Because it is very difficult for a lay person to assess whether they may have a legitimate claim against their employer, even if your complaint falls under one of these categories, it can never hurt to speak to an experienced employment attorney about your situation – there are caveats and exceptions to every situation. We are always happy to speak to employees even if we are ultimately unable to help them.
- The Right to be Terminated “For Cause.” Most employees in New York are “at will” employees which means that they can be terminated any time for any reason as long as the reason is not discriminatory (for example, because of their race, gender, national origin, etc.) or retaliatory (for example, for making specific types of complaints).
- The Right to be Free From “Bullying”, Inappropriate Behavior or a “Hostile Work Environment”. Unless your employer is bullying you because of your race, gender or other protected reason, you generally cannot sue an employer, coworker or supervisor for treating you poorly. And even when you are being harassed because of your protected status the law is harsher than one may expect for that harassment to rise to the level of a “hostile work environment” sufficient to justify you quitting your job and then suing your employer.
- The Right to be Free From “Retaliation”. Employees are only protected from retaliation for very specific types of complaints. Generally a statute is required to protect the type of complaint you have made from retaliation. For example, Title VII, FMLA, the New York State Human Rights Law and various federal statutes applicable to railway workers or environmental issues protect complaints related to alleged violations of those statutes from retaliation. However, if you merely report that your supervisor did something you didn't like or violated company policy, and your employer then fires you for not being a team player, you are generally not protected.

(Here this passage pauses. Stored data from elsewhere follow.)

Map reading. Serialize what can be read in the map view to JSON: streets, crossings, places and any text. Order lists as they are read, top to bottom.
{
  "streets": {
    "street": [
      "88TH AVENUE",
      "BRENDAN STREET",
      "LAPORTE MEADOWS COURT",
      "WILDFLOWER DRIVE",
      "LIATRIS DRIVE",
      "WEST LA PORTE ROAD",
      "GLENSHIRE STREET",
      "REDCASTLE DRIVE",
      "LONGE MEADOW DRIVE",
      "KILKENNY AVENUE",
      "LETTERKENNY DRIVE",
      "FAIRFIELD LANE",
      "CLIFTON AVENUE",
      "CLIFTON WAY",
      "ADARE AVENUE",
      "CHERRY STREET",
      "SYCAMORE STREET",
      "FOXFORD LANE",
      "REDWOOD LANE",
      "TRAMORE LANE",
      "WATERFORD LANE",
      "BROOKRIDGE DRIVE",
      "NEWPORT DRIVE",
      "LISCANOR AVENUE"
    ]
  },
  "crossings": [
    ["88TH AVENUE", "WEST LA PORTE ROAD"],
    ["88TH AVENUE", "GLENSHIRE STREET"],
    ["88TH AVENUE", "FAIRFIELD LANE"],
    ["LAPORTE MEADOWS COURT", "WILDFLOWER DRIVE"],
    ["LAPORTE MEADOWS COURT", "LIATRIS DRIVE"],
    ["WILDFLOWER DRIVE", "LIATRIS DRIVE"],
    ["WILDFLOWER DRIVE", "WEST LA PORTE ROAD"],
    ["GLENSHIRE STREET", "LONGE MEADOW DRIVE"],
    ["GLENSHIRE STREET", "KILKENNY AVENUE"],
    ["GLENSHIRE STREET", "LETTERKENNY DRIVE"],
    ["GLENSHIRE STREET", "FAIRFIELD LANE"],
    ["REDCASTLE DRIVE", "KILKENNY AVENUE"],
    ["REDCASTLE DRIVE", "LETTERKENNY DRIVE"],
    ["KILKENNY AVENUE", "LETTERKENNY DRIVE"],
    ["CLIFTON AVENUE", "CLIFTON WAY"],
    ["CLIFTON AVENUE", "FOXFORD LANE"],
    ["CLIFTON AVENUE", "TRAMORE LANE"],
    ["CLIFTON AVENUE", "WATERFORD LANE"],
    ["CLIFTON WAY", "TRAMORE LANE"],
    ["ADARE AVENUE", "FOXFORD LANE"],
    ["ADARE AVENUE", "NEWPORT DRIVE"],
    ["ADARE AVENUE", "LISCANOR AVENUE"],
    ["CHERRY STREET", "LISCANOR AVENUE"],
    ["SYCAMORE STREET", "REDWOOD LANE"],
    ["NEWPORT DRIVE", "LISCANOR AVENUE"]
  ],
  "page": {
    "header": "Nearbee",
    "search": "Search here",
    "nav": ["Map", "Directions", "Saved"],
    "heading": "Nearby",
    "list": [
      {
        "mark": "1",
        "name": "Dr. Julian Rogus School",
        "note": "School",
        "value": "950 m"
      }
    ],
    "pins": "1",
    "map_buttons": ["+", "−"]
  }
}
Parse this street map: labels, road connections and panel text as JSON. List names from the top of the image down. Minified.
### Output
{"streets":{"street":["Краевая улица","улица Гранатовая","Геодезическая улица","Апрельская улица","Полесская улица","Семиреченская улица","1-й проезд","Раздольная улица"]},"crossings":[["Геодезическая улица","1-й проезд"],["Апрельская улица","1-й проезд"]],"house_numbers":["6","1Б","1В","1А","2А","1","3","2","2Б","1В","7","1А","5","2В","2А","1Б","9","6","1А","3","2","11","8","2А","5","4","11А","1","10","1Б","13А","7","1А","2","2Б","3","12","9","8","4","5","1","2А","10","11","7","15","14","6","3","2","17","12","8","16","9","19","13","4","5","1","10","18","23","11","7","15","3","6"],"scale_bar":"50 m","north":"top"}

- The Right to “Free Speech”. If you work for a private employer, you do not have any first amendment protection. You may have some federal or state protection for speech related to your employment, but you do not have a general right to be protected from termination for general speech. So, for example, if you say something unrelated to your employment on your Facebook page and your employer doesn't like it, you can be fired. Public employees do enjoy some free speech rights but they are very limited.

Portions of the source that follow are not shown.